Keeping every character in place, output all the data.

▼▼▼

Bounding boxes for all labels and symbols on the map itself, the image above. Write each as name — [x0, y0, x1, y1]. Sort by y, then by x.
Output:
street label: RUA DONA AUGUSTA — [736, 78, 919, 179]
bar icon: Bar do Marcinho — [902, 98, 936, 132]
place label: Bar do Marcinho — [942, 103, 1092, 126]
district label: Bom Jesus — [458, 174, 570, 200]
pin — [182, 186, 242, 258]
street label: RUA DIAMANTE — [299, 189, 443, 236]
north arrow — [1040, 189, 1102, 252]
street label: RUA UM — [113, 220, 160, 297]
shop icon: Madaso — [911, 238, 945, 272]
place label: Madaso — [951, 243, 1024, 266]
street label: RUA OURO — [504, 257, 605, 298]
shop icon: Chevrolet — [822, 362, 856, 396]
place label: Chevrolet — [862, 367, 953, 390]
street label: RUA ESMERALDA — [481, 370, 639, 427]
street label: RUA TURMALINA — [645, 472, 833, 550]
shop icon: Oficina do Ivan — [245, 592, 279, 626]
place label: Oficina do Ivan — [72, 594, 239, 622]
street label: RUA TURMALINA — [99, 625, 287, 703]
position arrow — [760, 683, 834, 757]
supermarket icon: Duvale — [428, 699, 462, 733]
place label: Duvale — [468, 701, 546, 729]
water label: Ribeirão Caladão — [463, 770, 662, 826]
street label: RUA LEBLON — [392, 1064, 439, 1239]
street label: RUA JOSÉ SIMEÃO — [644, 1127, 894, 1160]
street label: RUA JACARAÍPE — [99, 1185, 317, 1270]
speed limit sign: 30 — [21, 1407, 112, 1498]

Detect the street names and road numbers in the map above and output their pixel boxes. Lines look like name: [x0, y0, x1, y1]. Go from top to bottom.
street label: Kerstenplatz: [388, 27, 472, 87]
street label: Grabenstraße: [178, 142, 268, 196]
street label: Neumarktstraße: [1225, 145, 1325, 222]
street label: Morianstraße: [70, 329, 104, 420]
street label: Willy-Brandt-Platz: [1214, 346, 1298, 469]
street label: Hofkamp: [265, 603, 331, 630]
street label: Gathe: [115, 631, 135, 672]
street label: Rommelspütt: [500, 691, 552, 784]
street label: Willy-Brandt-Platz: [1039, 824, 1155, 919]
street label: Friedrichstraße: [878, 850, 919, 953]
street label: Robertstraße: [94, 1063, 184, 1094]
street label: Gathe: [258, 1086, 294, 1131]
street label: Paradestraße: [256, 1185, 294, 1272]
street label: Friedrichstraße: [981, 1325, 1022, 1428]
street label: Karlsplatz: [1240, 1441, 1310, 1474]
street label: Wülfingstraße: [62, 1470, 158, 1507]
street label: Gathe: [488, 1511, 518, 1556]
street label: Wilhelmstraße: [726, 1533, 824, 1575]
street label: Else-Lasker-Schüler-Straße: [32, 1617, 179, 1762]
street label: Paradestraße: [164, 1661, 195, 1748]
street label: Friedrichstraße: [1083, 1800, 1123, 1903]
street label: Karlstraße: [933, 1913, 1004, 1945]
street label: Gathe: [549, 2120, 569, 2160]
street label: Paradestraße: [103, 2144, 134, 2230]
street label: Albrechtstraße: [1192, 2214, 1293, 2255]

▲▲▲

ANSWER =>
Bounding boxes for all labels and symbols on the map itself, the image above. Write each as name — [x0, y0, x1, y1]. Sort by y, then by x.
Output:
street label: RUA DONA AUGUSTA — [736, 78, 919, 179]
bar icon: Bar do Marcinho — [902, 98, 936, 132]
place label: Bar do Marcinho — [942, 103, 1092, 126]
district label: Bom Jesus — [458, 174, 570, 200]
pin — [182, 186, 242, 258]
street label: RUA DIAMANTE — [299, 189, 443, 236]
north arrow — [1040, 189, 1102, 252]
street label: RUA UM — [113, 220, 160, 297]
shop icon: Madaso — [911, 238, 945, 272]
place label: Madaso — [951, 243, 1024, 266]
street label: RUA OURO — [504, 257, 605, 298]
shop icon: Chevrolet — [822, 362, 856, 396]
place label: Chevrolet — [862, 367, 953, 390]
street label: RUA ESMERALDA — [481, 370, 639, 427]
street label: RUA TURMALINA — [645, 472, 833, 550]
shop icon: Oficina do Ivan — [245, 592, 279, 626]
place label: Oficina do Ivan — [72, 594, 239, 622]
street label: RUA TURMALINA — [99, 625, 287, 703]
position arrow — [760, 683, 834, 757]
supermarket icon: Duvale — [428, 699, 462, 733]
place label: Duvale — [468, 701, 546, 729]
water label: Ribeirão Caladão — [463, 770, 662, 826]
street label: RUA LEBLON — [392, 1064, 439, 1239]
street label: RUA JOSÉ SIMEÃO — [644, 1127, 894, 1160]
street label: RUA JACARAÍPE — [99, 1185, 317, 1270]
speed limit sign: 30 — [21, 1407, 112, 1498]

Detect the street names and road numbers in the map above and output their pixel boxes. Lines look like name: [x0, y0, x1, y1]. Go from top to bottom.
street label: Kerstenplatz: [388, 27, 472, 87]
street label: Grabenstraße: [178, 142, 268, 196]
street label: Neumarktstraße: [1225, 145, 1325, 222]
street label: Morianstraße: [70, 329, 104, 420]
street label: Willy-Brandt-Platz: [1214, 346, 1298, 469]
street label: Hofkamp: [265, 603, 331, 630]
street label: Gathe: [115, 631, 135, 672]
street label: Rommelspütt: [500, 691, 552, 784]
street label: Willy-Brandt-Platz: [1039, 824, 1155, 919]
street label: Friedrichstraße: [878, 850, 919, 953]
street label: Robertstraße: [94, 1063, 184, 1094]
street label: Gathe: [258, 1086, 294, 1131]
street label: Paradestraße: [256, 1185, 294, 1272]
street label: Friedrichstraße: [981, 1325, 1022, 1428]
street label: Karlsplatz: [1240, 1441, 1310, 1474]
street label: Wülfingstraße: [62, 1470, 158, 1507]
street label: Gathe: [488, 1511, 518, 1556]
street label: Wilhelmstraße: [726, 1533, 824, 1575]
street label: Else-Lasker-Schüler-Straße: [32, 1617, 179, 1762]
street label: Paradestraße: [164, 1661, 195, 1748]
street label: Friedrichstraße: [1083, 1800, 1123, 1903]
street label: Karlstraße: [933, 1913, 1004, 1945]
street label: Gathe: [549, 2120, 569, 2160]
street label: Paradestraße: [103, 2144, 134, 2230]
street label: Albrechtstraße: [1192, 2214, 1293, 2255]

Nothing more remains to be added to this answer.